Find out velocity of an observer (relativity)

[Istiak]

Homework Statement

An observer O at rest midway between two sources of light at x=0 and x=10m observes the
two sources to flash simultaneously. According to a second observer O’, moving at a constant
speed parallel to the x-axis, one source of light flash 13ns before the other. Which of the
following gives the speed of O’ relative to O?

Relevant Equations

$x\prime = \gamma (x-vt)$

Initial observer is at rest. So $x\prime=0$, and according to question they are 10 meter apart. So lorentz transformation becomes
$vt=x$
$v=\frac{x}{t}$
$=\frac{10 \\ \mathrm m}{13\times10^{-9} \mathrm s}$

But I don't get the expected answer. I believe if I had took $\beta c$ instead of $v$ then I would get the same result. There was a problem into plugging numbers, wasn't it?

 

[PeroK]

What if $O'$ is at rest, but closer to one source of light than the other?

 

[Istiak]

What if $O'$ is at rest, but closer to one source of light than the other?

Then he would see that the closer one's light comes first then another ones

 

[PeroK]

Then he would see that the closer one's light comes first then another ones

What do you think $O$ and $O'$ are measuring? When the flashes of light reach them or when the events that represent the emission of the light take place according to their frame of reference?

 

[Istiak]

What do you think $O$ and $O'$ are measuring? When the flashes of light reach them or when the events that represent the emission of the light take place according to their frame of reference?

I can't think much cause $O$ is at rest and $O\prime$ is moving. So $O\prime$'s position is changing. So I don't know the distance between O' and sources of light. Velocity is unknown also. With two unknown variables I can't find out velocity. According to O' others are moving and he is at rest. But according to O he is at rest including sources of light.

 

[PeroK]

So I don't know the distance between O' and sources of light.

Do you think that's important? Does the time of an event depend on the position of the observer?

 

[Istiak]

Do you think that's important? Does the time of an event depend on the position of the observer?
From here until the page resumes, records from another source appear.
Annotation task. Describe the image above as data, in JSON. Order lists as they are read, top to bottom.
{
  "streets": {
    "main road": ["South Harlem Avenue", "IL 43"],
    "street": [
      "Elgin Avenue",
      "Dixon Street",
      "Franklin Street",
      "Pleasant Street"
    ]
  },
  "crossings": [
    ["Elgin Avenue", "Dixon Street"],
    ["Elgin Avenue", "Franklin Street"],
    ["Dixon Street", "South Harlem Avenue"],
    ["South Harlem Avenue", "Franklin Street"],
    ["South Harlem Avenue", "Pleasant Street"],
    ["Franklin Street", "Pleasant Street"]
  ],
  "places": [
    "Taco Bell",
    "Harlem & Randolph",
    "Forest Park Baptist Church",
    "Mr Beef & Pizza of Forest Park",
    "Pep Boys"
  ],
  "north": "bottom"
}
As far as I can say that is, NO.

Suppose, I sent a signal to you yesterday at 2'O clock. Then I can't say when you will receive it without knowing your position. But if I know that you received the signal at 3'O clock then I can't find out your position without knowing the velocity and vice versa, can I?
If possible then wouldn't you like to show the math?

 

[PeroK]

As far as I can say that is, NO.

That's correct. SR and the Lorentz Transformation relate to reference frames, not to observers. Really $O$ and $O'$ should refer to reference frames and not to isolated observers.

The question emphasises than an observer in $O$ is half-way between the sources and "sees" the light from both sources at the same time. This means that the emission of light from the two sources is simultaneous in a frame of reference where this observer is at rest. That is the important thing. Any other observer at rest in $O$ must measure these events to be simultaneous, whether or not the light from the events reaches the observer at the same time. Or, even if the events emit no light, they still have well-defined time and position coordinates in every reference frame.

You can, therefore, give these two events coordinates of $(0, 0)$ and $(0, 10m)$ in frame $O$.

Now, what happens if you transform these events to a frame $O'$ moving at speed $v$ relative to $O$? Using the Lorentz Transformation.

 

[Istiak]

You can, therefore, give these two events coordinates of $(0, 0)$ and $(0, 10m)$ in frame $O$.

Let $O\prime(0,0)$ So, $x\prime=0=t\prime$ $t=0$ $x=10 m$ (Didn't you write (t,x)?)

Now, what happens if you transform these events to a frame O′ moving at speed v relative to O? Using the Lorentz Transformation.

I answered it already. $O\prime$ will see that $O$ is moving backward (from $O\prime$'s frame of reference) while $O$ will see that $O\prime$ is moving forward (from O's frame of reference)

 

[PeroK]

I answered it already. $O\prime$ will see that $O$ is moving backward (from $O\prime$'s frame of reference) while $O$ will see that $O\prime$ is moving forward (from O's frame of reference)

That's not a coordinate transformation!

 

[Istiak]

That's not a coordinate transformation!

They are observer. Or frame of reference

 

[PeroK]

They are observer. Or frame of reference

Coordinates are things like $(t', x')$. Coordinates are not statements like "O is moving backwards"!

 

[Istiak]

But i haven’t got my answer.

 

[PeroK]

But i haven’t got my answer.

You need to do the Lorentz Transformation of the event $(t = 0, x = 10m)$.